> [What to do] Do not include the pictures; repeat the rest of the data exactly.

> [Available data]
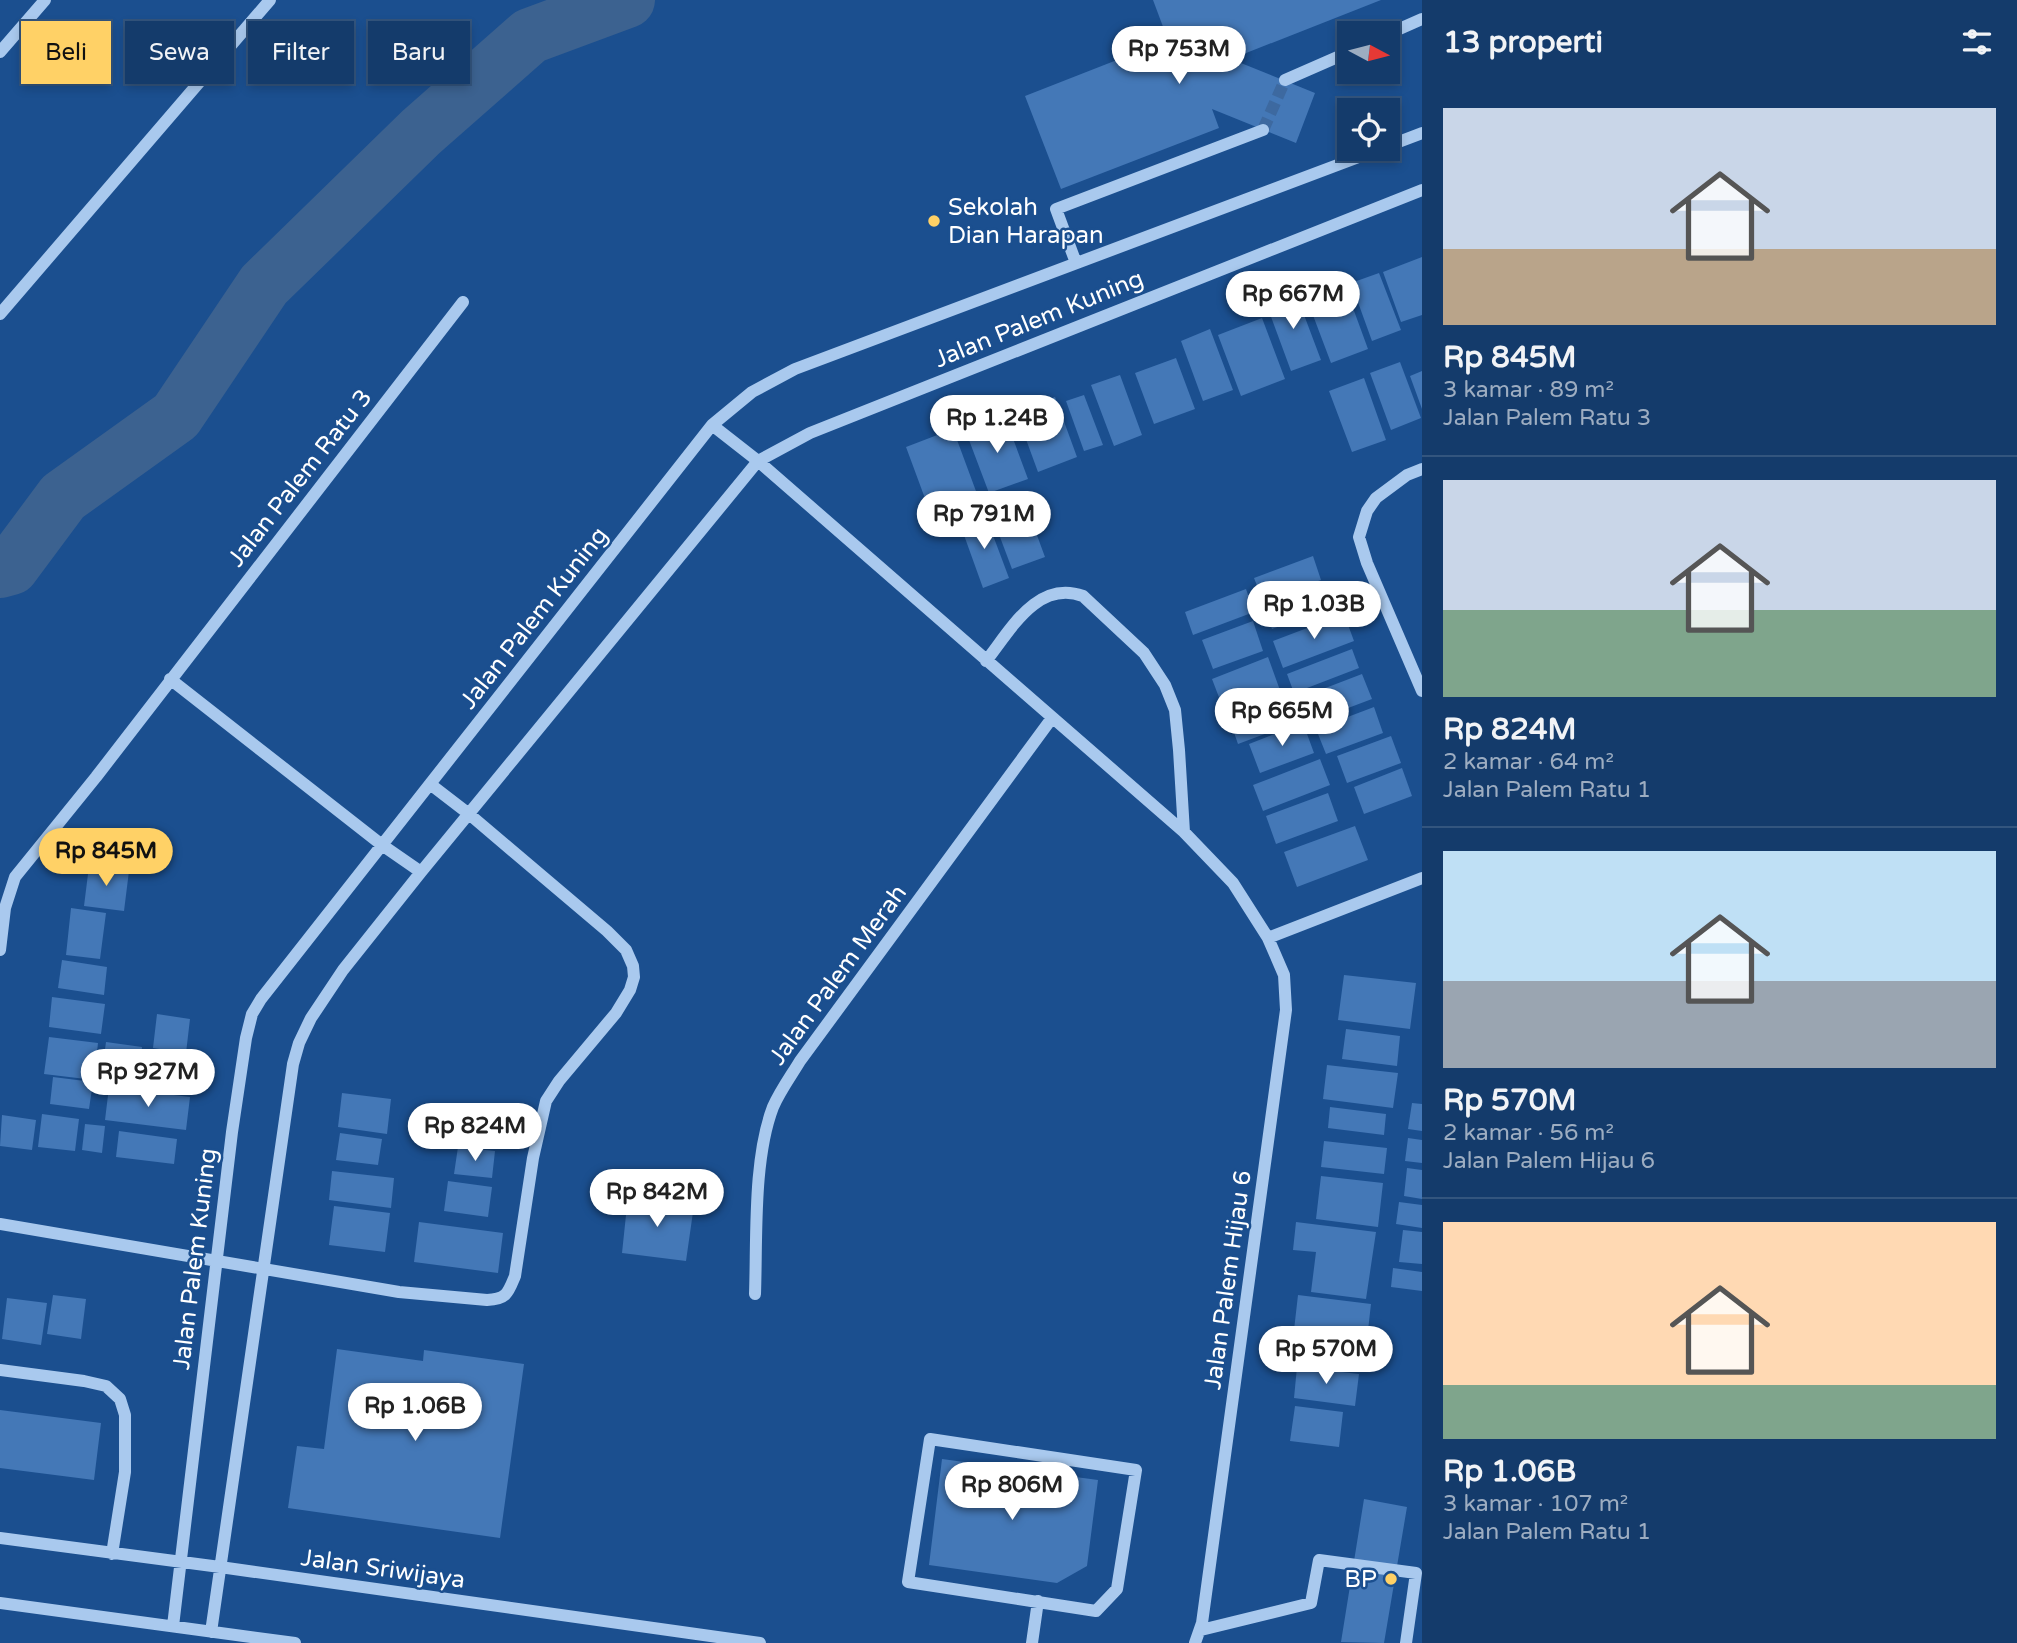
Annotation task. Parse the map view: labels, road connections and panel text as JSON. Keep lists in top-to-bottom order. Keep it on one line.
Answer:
{"streets":{"street":["Jalan Palem Kuning","Jalan Palem Ratu 3","Jalan Palem Merah","Jalan Palem Hijau 6","Jalan Sriwijaya"]},"crossings":[["Jalan Palem Kuning","Jalan Palem Hijau 6"],["Jalan Palem Kuning","Jalan Sriwijaya"],["Jalan Palem Merah","Jalan Palem Hijau 6"]],"places":["Sekolah Dian Harapan","BP"],"north":"right","page":{"heading":"13 properti","chip":["Beli","Sewa","Filter","Baru"],"price":["Rp 753M","Rp 667M","Rp 1.24B","Rp 791M","Rp 1.03B","Rp 665M","Rp 845M","Rp 927M","Rp 824M","Rp 842M","Rp 570M","Rp 1.06B","Rp 806M"],"list":[{"name":"Rp 845M","note":"3 kamar · 89 m² · Jalan Palem Ratu 3"},{"name":"Rp 824M","note":"2 kamar · 64 m² · Jalan Palem Ratu 1"},{"name":"Rp 570M","note":"2 kamar · 56 m² · Jalan Palem Hijau 6"},{"name":"Rp 1.06B","note":"3 kamar · 107 m² · Jalan Palem Ratu 1"}]}}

> [Output]
Annotation task. Parse the map view: labels, road connections and panel text as JSON. Keep lists in top-to-bottom order. Keep it on one line.
Answer:
{"streets":{"street":["Jalan Palem Kuning","Jalan Palem Ratu 3","Jalan Palem Merah","Jalan Palem Hijau 6","Jalan Sriwijaya"]},"crossings":[["Jalan Palem Kuning","Jalan Palem Hijau 6"],["Jalan Palem Kuning","Jalan Sriwijaya"],["Jalan Palem Merah","Jalan Palem Hijau 6"]],"places":["Sekolah Dian Harapan","BP"],"north":"right","page":{"heading":"13 properti","chip":["Beli","Sewa","Filter","Baru"],"price":["Rp 753M","Rp 667M","Rp 1.24B","Rp 791M","Rp 1.03B","Rp 665M","Rp 845M","Rp 927M","Rp 824M","Rp 842M","Rp 570M","Rp 1.06B","Rp 806M"],"list":[{"name":"Rp 845M","note":"3 kamar · 89 m² · Jalan Palem Ratu 3"},{"name":"Rp 824M","note":"2 kamar · 64 m² · Jalan Palem Ratu 1"},{"name":"Rp 570M","note":"2 kamar · 56 m² · Jalan Palem Hijau 6"},{"name":"Rp 1.06B","note":"3 kamar · 107 m² · Jalan Palem Ratu 1"}]}}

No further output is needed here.